QIP and certain cost recovery elections
Revenue Procedure 2020-25 generally permits a taxpayer to file an automatic Form 3115 in its 2018, 2019 or 2020 tax year (with such years further defined under the procedure) to change the depreciation of QIP placed in service after December 31, 2017. Further, the procedure permits a taxpayer to make a late election out of bonus depreciation or revoke an election out of bonus depreciation (in addition to making other identified elections, such as a late ADS election) with respect to all or any class of property placed into service within the 2018, 2019, or 2020 tax year. New automatic method changes related to these provisions are identified further below.
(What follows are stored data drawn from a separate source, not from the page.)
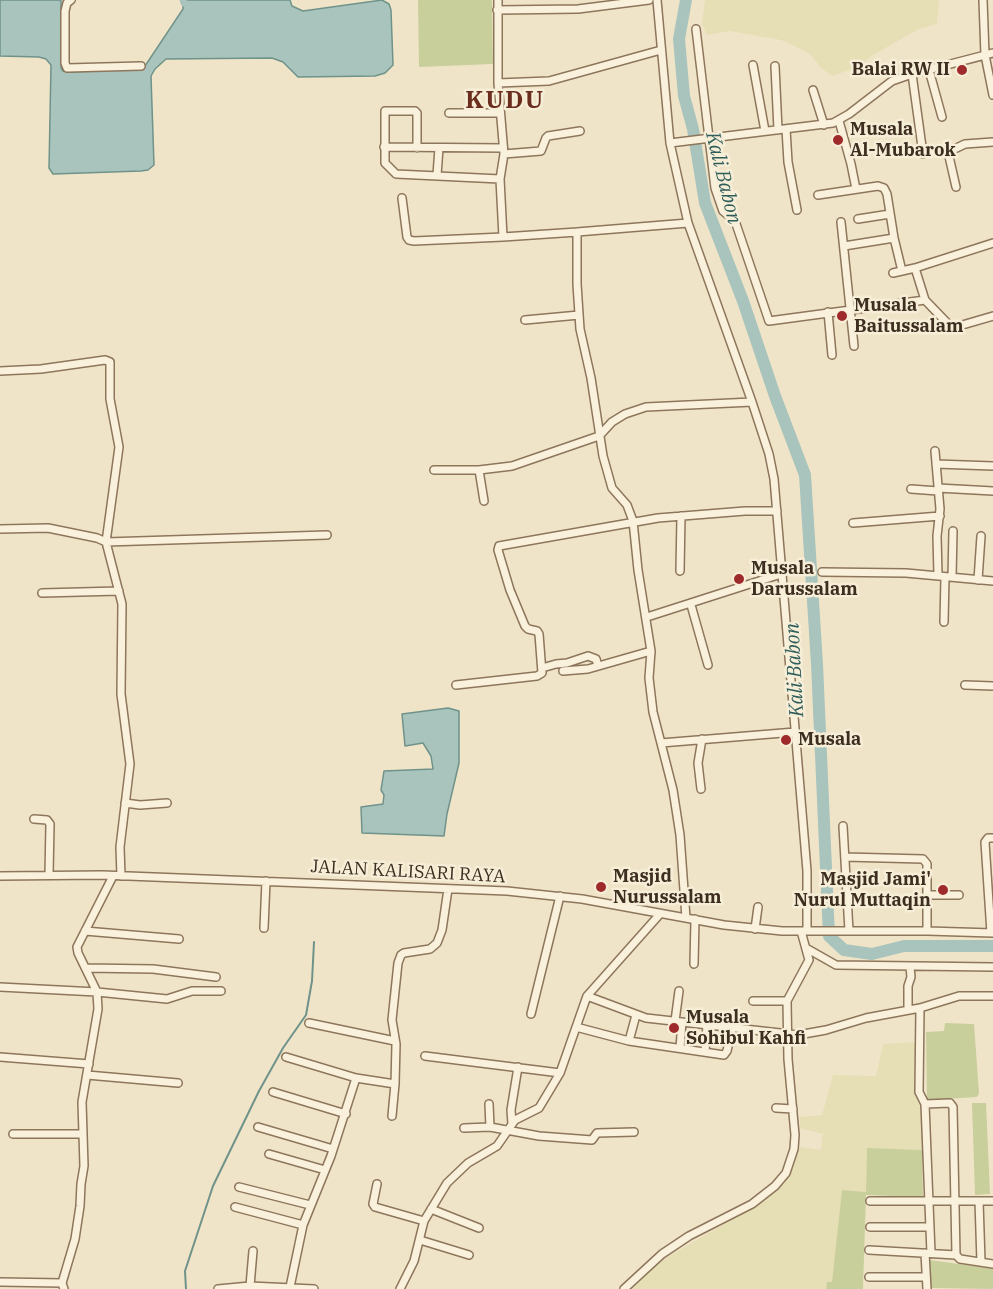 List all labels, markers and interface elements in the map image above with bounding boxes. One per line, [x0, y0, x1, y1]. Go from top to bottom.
place label: Balai RW II [851, 59, 950, 81]
marker: Balai RW II [955, 63, 969, 77]
district label: KUDU [465, 87, 545, 115]
place label: Musala Al-Mubarok [850, 119, 956, 162]
water label: Kali Babon [700, 129, 746, 227]
marker: Musala Al-Mubarok [831, 133, 845, 147]
place label: Musala Baitussalam [854, 295, 963, 338]
marker: Musala Baitussalam [835, 309, 849, 323]
place label: Musala Darussalam [751, 558, 858, 600]
marker: Musala Darussalam [732, 572, 746, 586]
water label: Kali Babon [781, 622, 809, 718]
place label: Musala [798, 729, 861, 751]
marker: Musala [779, 733, 793, 747]
street label: JALAN KALISARI RAYA [310, 856, 506, 888]
place label: Masjid Nurussalam [613, 866, 722, 908]
place label: Masjid Jami' Nurul Muttaqin [794, 869, 931, 912]
marker: Masjid Nurussalam [594, 880, 608, 894]
marker: Masjid Jami' Nurul Muttaqin [936, 883, 950, 897]
place label: Musala Sohibul Kahfi [686, 1007, 806, 1050]
marker: Musala Sohibul Kahfi [667, 1021, 681, 1035] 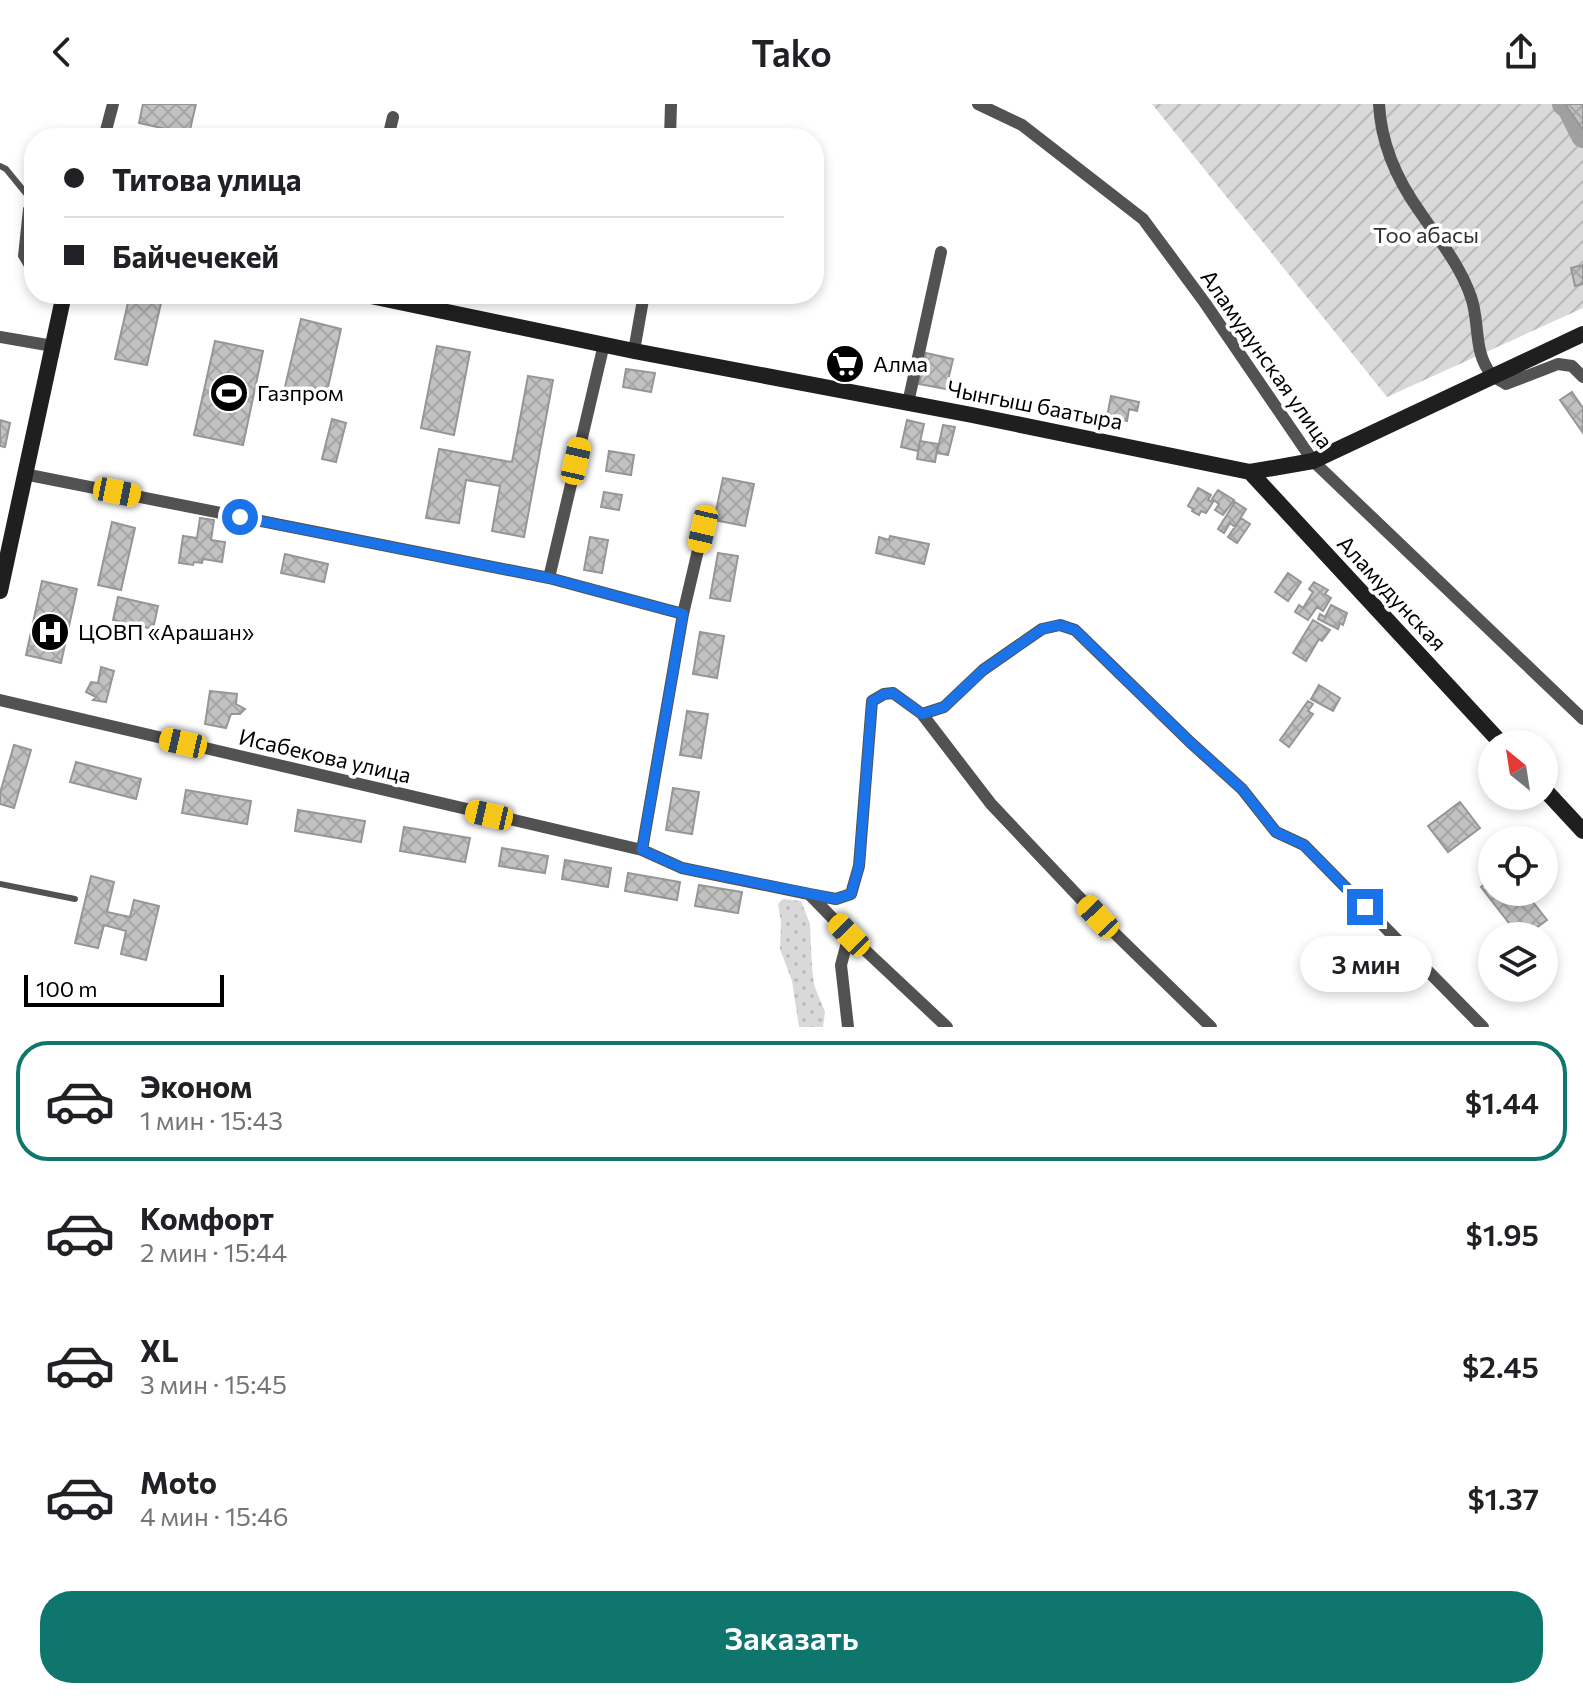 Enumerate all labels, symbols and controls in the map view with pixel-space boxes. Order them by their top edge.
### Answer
icon: back [40,30,84,74]
text: Tako [751,30,832,74]
icon: share [1499,30,1543,74]
text: Титова улица [112,160,301,197]
park label: Тоо абасы [1373,221,1479,248]
text: Байчечекей [112,237,279,274]
street label: Аламудунская улица [1196,264,1339,453]
supermarket icon: Алма [824,343,866,385]
place label: Алма [873,350,928,377]
sports icon: Газпром [208,372,250,414]
street label: Чынгыш баатыра [945,374,1125,435]
place label: Газпром [257,379,344,406]
car [559,435,593,487]
car [91,476,143,508]
route start [222,499,258,535]
car [686,503,720,555]
street label: Аламудунская [1332,529,1453,656]
hospital icon: ЦОВП «Арашан» [29,611,71,653]
place label: ЦОВП «Арашан» [78,618,254,645]
street label: Исабекова улица [236,723,414,788]
car [157,726,209,760]
north arrow [1478,730,1558,810]
map controls [1478,730,1558,1002]
car [463,798,515,832]
button: locate [1478,826,1558,906]
route end [1347,889,1383,925]
car [1073,891,1123,943]
car [824,909,874,961]
button: layers [1478,922,1558,1002]
callout: 3 мин [1299,935,1431,991]
text: 3 мин [1331,948,1401,979]
scale bar [24,971,224,1007]
text: 100 m [36,975,98,1002]
icon: car [44,1065,116,1137]
text: Эконом [140,1067,252,1104]
text: $1.44 [1465,1083,1539,1120]
text: 1 мин · 15:43 [140,1104,283,1135]
icon: car [44,1197,116,1269]
text: Комфорт [140,1199,274,1236]
text: $1.95 [1466,1215,1539,1252]
text: 2 мин · 15:44 [140,1236,287,1267]
icon: car [44,1329,116,1401]
text: XL [140,1331,179,1368]
text: $2.45 [1462,1347,1539,1384]
text: 3 мин · 15:45 [140,1368,287,1399]
icon: car [44,1461,116,1533]
text: Moto [140,1463,217,1500]
text: $1.37 [1468,1479,1539,1516]
text: 4 мин · 15:46 [140,1500,288,1531]
button: Заказать [40,1591,1543,1683] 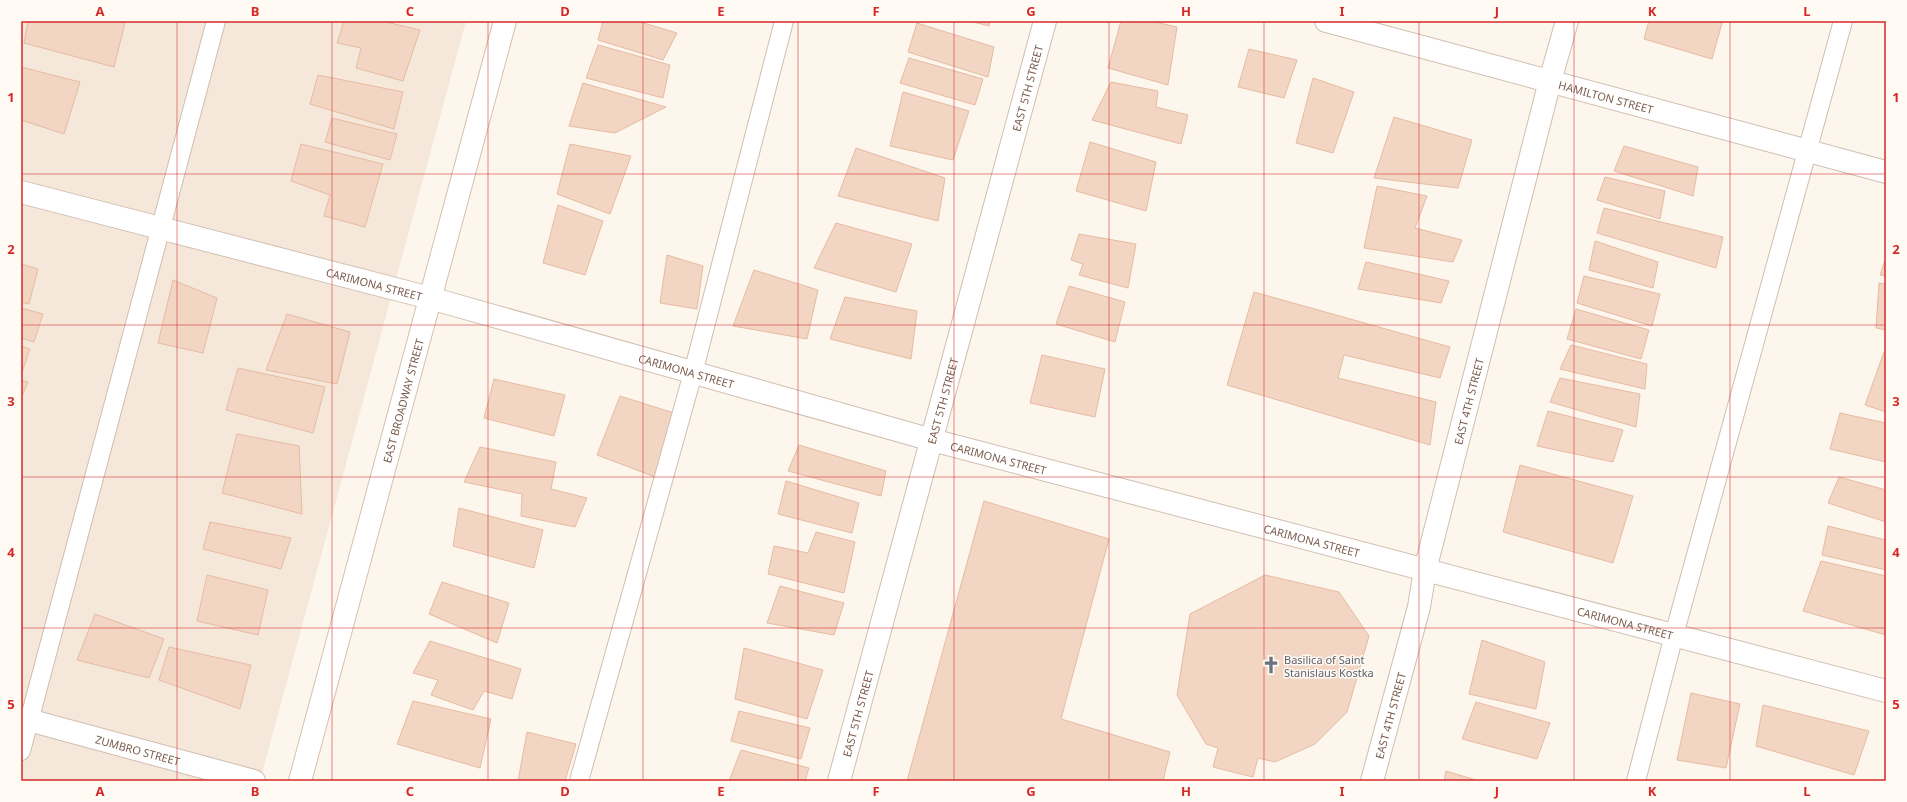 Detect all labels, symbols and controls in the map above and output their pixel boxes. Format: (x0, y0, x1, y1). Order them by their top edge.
text: A (96, 2, 105, 20)
text: B (251, 2, 259, 20)
text: C (406, 2, 414, 20)
text: D (560, 2, 570, 20)
text: E (717, 2, 725, 20)
text: F (872, 2, 880, 20)
text: G (1026, 2, 1036, 20)
text: H (1181, 2, 1191, 20)
text: I (1339, 2, 1345, 20)
text: J (1494, 2, 1499, 20)
text: K (1648, 2, 1657, 20)
text: L (1803, 2, 1811, 20)
street label: EAST 5TH STREET (1008, 43, 1046, 133)
street label: HAMILTON STREET (1557, 77, 1655, 116)
text: 1 (7, 88, 15, 106)
text: 1 (1892, 88, 1900, 106)
text: 2 (7, 240, 15, 258)
text: 2 (1892, 240, 1900, 258)
street label: CARIMONA STREET (325, 264, 424, 303)
street label: EAST BROADWAY STREET (379, 337, 427, 464)
street label: CARIMONA STREET (637, 350, 736, 391)
street label: EAST 5TH STREET (923, 356, 961, 446)
street label: EAST 4TH STREET (1450, 356, 1486, 446)
text: 3 (7, 392, 15, 410)
text: 3 (1892, 392, 1900, 410)
street label: CARIMONA STREET (949, 438, 1048, 477)
street label: CARIMONA STREET (1262, 520, 1362, 560)
text: 4 (7, 543, 15, 561)
text: 4 (1892, 543, 1900, 561)
street label: CARIMONA STREET (1576, 603, 1675, 642)
place label: Basilica of Saint Stanislaus Kostka (1284, 652, 1374, 680)
church icon: Basilica of Saint Stanislaus Kostka (1261, 655, 1281, 675)
street label: EAST 5TH STREET (838, 669, 876, 758)
street label: EAST 4TH STREET (1371, 670, 1409, 760)
text: 5 (7, 695, 15, 713)
text: 5 (1892, 695, 1900, 713)
street label: ZUMBRO STREET (94, 731, 182, 768)
text: A (96, 782, 105, 800)
text: B (251, 782, 259, 800)
text: C (406, 782, 414, 800)
text: D (560, 782, 570, 800)
text: E (717, 782, 725, 800)
text: F (872, 782, 880, 800)
text: G (1026, 782, 1036, 800)
text: H (1181, 782, 1191, 800)
text: I (1339, 782, 1345, 800)
text: J (1494, 782, 1499, 800)
text: K (1648, 782, 1657, 800)
text: L (1803, 782, 1811, 800)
Revenue Procedure 2020-25 alternatively allows taxpayers to change the depreciation for QIP placed in service after December 31, 2017, by filing an amended income tax return or amended Form 1065 for the placed-in-service year of the QIP on or before October 15, 2021. In any case, the amended return or amended Form 1065 may not be filed later than the applicable period of limitations on assessment for the tax year for which the amended return is being filed. A partnership subject to the Bipartisan Budget Act of 2015 that chooses not to file an amended Form 1065 or cannot file the amended Form 1065 because the QIP's placed-in-service year is a tax year that is not within the scope of Revenue Procedure 2020-23 may file an administrative adjustment request (AAR) before October 15, 2021. These amended return/AAR procedures are also in place for taxpayers to utilize as an alternative to the filing of a method change as detailed above in order to make a late election out of bonus depreciation or revoke an election out of bonus depreciation (in addition to making other identified elections, such as a late ADS election).
New automatic changes
Revenue Procedure 2020-25 modifies Revenue Procedure 2019-43 to add two new automatic method changes for changing the depreciation of QIP placed in service after December 31, 2017, and making late elections under IRC Sections 168(g)(7), (k)(5), (k)(7) and (k)(10) or revocations under IRC Sections 168(k)(5), (k)(7) and (k)(10). Specifically, the added changes are:
The modifications to the cost recovery of QIP, coupled with various additional provisions of the CARES Act and various recent guidance (e.g., Revenue Procedure 2020-22 and Revenue Procedure 2020-23), provide taxpayers with a significant opportunity to reevaluate their current and prior tax positions and implement various cash tax planning strategies. As a part of this analysis, Revenue Procedure 2020-25 provides tremendous flexibility for taxpayers to reevaluate their current depreciation methods and elections in light of the current economic climate. Affected taxpayers will need to carefully consider the interaction of various amended Code provisions (e.g., the interaction between the provisions of IRC Section 163(j) and IRC Section 168, as both have been modified by the CARES Act). Taxpayers also may need to engage in financial modelling to determine the best use of available deductions as well as, when applicable, various tax attributes such as NOLs during the limited periods in which these taxpayer-favorable changes are in place. In addition, taxpayers should evaluate restructuring opportunities that may permit them greater utilization of certain tax attributes.